The objectives of the current project have been achieved through a series of small- and large-scale experiments, and the project has provided a scientific rationale for the establishment of effective husbandry strategies to optimise production, minimise maturation and accelerate growth of turbot in high-density land-based rearing systems. The research programme was structured according to four main work packages (WPs), each consisting of a number of tasks. In order to have maximal support of the activities of the small and medium-sized enterprises (SMEs), all SMEs are tightly linked to research and technological development (RTD) working on the same tasks.

WP 1 consisted of studies on optimisation of production characteristics in turbot farming. The work plan included studies on the effect of rearing at 'temperature-steps' on growth performance and feed conversion efficiency (WP1 - Task 1.1) and studies on the effect from rearing fish under extended photoperiods on age of first maturity and inhabitation of precocious maturation (WP1 - Task 1.2).

These studies combined novel experimental approach and physiological techniques and methods applicable for turbot and other demersal aquaculture species. Our aim was to minimise production time of turbot and to find an appropriate temperature and photoperiod regime that will allow the farmer to improve and increase production, and thus exploit far better the resources in question (seawater, space/land, man power, logistics). This aim has been reached within the project period.

WP 2 was divided into three tasks, which were performed in both laboratory and large scale facilities at the SME farms. The work plan included studies on the effects of chronic exposure and periodical peaks of un-ionised ammonia on growth, food conversion efficiency and stress under intensive culture conditions (WP2 - Task 2.1) studies on interactive effects of unionised ammonia and hyperoxia on growth performance in turbot (WP2 - Task 2.2) and an overall evaluation of flow-through vs. recirculation technology in culture of turbot (WP2 - Task 2.3).

In this task species-specific optimal temperatures and light regimes were applied. The findings from these studies have resulted in methods for reducing negative impact of sub-optimal water quality in turbot, thus allowing for increased production with the use of less water.

WP 3 aimed at monitoring flesh quality and flesh yield in turbot culture. Special attention was given to establishing standard methods to verify the effect of new rearing concepts developed in WP 1 and 2 on the end product. Within WP 3 we have identified what is known or expected product quality related issues for farmed turbot by interviewing farmers, customers and retailers and produced a clear sensory profile of farmed turbot which is very useful for further market research.

Several new protocols for slaughter and processing turbot were addressed, and several quality parameters linked to bleeding, gutting, and processing were tested. Overall, farmed turbot as food is a stable product, where the quality is not so much affected by external factors during harvesting and processing.

WP 4 focused on coordination of the overall development of the project. The WP was devoted to:
a) assess the accomplishment of tasks allocated to each participant;
b) discuss the results obtained during different phases of the project;
c) discuss means of recovering the time lost due to technical or other difficulties in order to keep the targeted goals on time;
d) review the milestones for the each phase in order to make any adjustments;
e) submit internal reports that will make the bases of the period reports to be submitted year to the European Commission.
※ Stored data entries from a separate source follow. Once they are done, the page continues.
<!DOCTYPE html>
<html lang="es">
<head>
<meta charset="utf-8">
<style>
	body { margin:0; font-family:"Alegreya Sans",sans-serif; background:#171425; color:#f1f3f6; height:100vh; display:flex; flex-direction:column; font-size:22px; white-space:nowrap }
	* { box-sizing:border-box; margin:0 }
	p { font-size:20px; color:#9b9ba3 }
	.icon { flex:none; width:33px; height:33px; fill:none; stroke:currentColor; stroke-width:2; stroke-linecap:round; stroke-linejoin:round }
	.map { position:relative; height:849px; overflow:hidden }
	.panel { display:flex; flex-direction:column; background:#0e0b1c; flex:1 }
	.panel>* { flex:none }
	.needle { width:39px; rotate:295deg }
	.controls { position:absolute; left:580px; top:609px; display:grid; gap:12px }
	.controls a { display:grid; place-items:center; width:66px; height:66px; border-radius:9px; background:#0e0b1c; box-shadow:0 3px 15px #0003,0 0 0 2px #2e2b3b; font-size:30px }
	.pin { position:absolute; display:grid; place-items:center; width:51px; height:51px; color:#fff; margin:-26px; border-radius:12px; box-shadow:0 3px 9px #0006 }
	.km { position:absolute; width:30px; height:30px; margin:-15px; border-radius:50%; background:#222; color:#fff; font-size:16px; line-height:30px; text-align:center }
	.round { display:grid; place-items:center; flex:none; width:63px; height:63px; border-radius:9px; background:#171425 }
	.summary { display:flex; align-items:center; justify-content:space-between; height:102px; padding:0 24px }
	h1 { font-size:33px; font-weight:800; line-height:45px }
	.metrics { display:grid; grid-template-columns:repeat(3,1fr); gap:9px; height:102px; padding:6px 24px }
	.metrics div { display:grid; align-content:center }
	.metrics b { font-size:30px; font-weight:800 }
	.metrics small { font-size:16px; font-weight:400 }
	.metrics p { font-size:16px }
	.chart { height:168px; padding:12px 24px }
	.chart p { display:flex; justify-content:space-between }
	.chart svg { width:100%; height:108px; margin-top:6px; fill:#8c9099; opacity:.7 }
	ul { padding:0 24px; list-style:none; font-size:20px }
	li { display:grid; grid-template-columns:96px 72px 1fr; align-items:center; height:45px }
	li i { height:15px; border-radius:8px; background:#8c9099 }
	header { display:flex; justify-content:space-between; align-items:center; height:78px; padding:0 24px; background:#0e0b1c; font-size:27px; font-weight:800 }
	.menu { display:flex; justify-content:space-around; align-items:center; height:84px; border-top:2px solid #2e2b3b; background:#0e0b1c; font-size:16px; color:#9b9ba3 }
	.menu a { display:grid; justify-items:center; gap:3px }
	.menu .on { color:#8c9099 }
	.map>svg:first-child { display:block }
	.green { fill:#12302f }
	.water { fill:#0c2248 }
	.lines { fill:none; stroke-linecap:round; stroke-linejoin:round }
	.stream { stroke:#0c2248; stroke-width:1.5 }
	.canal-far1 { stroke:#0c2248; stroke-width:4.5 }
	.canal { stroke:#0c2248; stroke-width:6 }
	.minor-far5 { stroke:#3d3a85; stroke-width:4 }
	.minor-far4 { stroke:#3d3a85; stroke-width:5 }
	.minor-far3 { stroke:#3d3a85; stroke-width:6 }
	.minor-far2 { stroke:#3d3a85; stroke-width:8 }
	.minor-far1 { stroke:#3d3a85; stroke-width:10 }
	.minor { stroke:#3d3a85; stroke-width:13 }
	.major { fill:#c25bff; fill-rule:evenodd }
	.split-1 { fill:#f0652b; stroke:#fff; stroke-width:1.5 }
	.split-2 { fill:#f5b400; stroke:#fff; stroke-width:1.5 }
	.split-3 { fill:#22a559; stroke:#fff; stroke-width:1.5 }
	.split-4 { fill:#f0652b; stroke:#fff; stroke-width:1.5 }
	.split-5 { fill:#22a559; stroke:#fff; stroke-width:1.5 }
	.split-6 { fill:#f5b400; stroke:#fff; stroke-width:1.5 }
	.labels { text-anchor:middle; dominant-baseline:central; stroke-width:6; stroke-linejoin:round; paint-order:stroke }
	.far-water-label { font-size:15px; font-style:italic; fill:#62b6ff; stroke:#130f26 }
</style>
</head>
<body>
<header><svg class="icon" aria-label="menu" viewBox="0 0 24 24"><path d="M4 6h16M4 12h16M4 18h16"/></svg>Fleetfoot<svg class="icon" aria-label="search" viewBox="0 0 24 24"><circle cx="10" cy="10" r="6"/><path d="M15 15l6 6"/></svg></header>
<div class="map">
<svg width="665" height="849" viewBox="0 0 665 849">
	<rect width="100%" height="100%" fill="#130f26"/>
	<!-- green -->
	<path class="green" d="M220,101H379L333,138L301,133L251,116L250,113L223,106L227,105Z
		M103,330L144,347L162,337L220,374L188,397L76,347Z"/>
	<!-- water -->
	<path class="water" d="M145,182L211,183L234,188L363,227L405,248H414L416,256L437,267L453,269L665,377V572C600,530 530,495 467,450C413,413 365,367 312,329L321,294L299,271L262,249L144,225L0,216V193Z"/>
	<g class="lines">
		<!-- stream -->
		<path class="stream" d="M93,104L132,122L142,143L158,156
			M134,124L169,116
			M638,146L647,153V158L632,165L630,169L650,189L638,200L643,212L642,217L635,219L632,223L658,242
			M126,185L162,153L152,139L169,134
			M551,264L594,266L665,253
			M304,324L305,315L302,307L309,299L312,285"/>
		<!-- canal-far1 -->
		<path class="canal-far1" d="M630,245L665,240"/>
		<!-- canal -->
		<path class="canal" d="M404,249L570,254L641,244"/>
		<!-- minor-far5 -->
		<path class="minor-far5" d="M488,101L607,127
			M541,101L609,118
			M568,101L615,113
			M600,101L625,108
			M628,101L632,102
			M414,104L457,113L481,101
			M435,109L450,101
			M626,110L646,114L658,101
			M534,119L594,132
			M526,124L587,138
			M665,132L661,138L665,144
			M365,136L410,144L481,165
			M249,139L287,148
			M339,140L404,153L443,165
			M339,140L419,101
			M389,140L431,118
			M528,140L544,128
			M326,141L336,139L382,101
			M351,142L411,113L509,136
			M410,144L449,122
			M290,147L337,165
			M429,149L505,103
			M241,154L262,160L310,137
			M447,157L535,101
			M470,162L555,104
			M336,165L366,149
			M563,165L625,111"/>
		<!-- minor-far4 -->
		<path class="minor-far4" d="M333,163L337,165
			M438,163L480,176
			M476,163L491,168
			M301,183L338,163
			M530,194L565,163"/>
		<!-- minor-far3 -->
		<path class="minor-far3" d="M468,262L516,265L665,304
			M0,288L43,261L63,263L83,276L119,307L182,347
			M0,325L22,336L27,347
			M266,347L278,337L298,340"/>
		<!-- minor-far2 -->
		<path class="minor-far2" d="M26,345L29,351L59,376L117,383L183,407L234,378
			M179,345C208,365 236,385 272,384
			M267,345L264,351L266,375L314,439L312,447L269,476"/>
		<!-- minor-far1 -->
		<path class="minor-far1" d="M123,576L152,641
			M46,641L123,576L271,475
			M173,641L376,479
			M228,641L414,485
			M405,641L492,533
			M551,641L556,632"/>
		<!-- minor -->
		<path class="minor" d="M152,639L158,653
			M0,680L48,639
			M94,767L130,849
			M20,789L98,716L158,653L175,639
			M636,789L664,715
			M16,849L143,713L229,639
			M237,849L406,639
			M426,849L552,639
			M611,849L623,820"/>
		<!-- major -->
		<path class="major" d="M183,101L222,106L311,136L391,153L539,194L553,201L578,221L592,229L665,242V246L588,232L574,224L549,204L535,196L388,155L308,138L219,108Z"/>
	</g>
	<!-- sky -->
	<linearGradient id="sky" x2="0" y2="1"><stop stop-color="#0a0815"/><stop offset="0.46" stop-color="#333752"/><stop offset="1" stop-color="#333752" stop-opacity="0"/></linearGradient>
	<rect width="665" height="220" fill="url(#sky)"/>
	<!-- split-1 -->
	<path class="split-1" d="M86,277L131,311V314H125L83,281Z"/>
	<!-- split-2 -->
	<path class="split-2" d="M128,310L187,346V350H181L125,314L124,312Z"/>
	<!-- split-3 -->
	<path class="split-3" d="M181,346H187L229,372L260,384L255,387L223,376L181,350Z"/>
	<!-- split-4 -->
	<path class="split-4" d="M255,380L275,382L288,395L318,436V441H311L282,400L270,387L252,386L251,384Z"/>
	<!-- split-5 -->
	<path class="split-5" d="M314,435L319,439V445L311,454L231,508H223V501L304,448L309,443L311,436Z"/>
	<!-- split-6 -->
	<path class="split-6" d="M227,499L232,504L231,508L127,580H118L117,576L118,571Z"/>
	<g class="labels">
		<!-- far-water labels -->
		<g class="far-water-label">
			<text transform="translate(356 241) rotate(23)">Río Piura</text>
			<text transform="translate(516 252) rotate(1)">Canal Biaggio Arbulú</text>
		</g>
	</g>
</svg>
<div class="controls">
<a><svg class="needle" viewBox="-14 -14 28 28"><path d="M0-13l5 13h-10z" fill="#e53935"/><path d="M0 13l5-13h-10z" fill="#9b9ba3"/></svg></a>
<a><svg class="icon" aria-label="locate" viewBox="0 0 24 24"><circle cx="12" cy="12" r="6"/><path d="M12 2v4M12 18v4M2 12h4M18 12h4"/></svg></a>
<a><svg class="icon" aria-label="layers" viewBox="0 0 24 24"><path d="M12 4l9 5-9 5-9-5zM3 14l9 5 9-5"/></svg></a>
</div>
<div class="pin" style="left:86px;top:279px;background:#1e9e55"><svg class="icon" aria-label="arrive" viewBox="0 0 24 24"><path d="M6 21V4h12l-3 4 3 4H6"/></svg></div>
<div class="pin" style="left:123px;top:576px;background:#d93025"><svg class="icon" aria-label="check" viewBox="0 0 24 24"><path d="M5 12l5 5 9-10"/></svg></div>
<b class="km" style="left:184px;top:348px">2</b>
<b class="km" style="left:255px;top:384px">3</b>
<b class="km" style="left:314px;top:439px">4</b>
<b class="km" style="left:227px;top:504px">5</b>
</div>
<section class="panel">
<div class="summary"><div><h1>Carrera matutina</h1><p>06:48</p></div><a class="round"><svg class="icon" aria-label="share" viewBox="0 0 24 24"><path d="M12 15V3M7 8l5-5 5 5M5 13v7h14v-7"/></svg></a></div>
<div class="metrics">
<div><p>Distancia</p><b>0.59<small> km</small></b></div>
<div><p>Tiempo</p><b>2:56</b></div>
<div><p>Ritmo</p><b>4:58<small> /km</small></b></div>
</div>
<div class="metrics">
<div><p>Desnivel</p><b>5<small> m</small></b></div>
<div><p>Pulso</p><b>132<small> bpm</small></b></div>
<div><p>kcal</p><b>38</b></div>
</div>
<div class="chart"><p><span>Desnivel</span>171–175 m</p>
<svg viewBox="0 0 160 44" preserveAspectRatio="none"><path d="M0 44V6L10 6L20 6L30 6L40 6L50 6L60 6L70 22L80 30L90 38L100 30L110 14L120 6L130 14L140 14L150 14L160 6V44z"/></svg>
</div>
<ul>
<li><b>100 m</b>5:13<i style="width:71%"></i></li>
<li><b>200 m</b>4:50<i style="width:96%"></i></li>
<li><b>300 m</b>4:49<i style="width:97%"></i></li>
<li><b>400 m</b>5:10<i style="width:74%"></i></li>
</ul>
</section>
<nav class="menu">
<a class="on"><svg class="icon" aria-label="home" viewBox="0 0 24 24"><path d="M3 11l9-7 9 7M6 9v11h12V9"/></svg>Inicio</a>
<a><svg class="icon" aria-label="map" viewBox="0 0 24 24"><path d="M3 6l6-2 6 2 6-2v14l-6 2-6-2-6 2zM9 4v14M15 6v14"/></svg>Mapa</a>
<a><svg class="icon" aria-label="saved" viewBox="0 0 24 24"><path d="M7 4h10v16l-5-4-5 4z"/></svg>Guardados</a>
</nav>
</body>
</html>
The new rearing regime developed in this project was applicable for all production systems and will make production time reductions feasible in the farms of the participating SMEs. Preliminary investigations have indicated that the temperature-step principle combined with inhabitation of precocious maturation will yield a 20 % to 30 % higher production. Similar figures were seen in the trials of the project. If a 25 % growth increase is gained, a 1 000 t/year producer could increase his output to about 1 250 t/year with the same production facility, or an additional turnover of about EUR 2.8 million per year.

Thus the SMEs' competitiveness was clearly improved by the project if the anticipated growth increase of 20 % to 30 % can be achieved. Reducing the on-growing period will reduce the need for investments for a given production target or increase the production target with a given production facility. Further the feed conversion factor is expected to be reduced by about 10 % to 15 %, which is a very important improvement, as feed costs constitute approximately 15 % to 25 % of the total production costs in turbot production.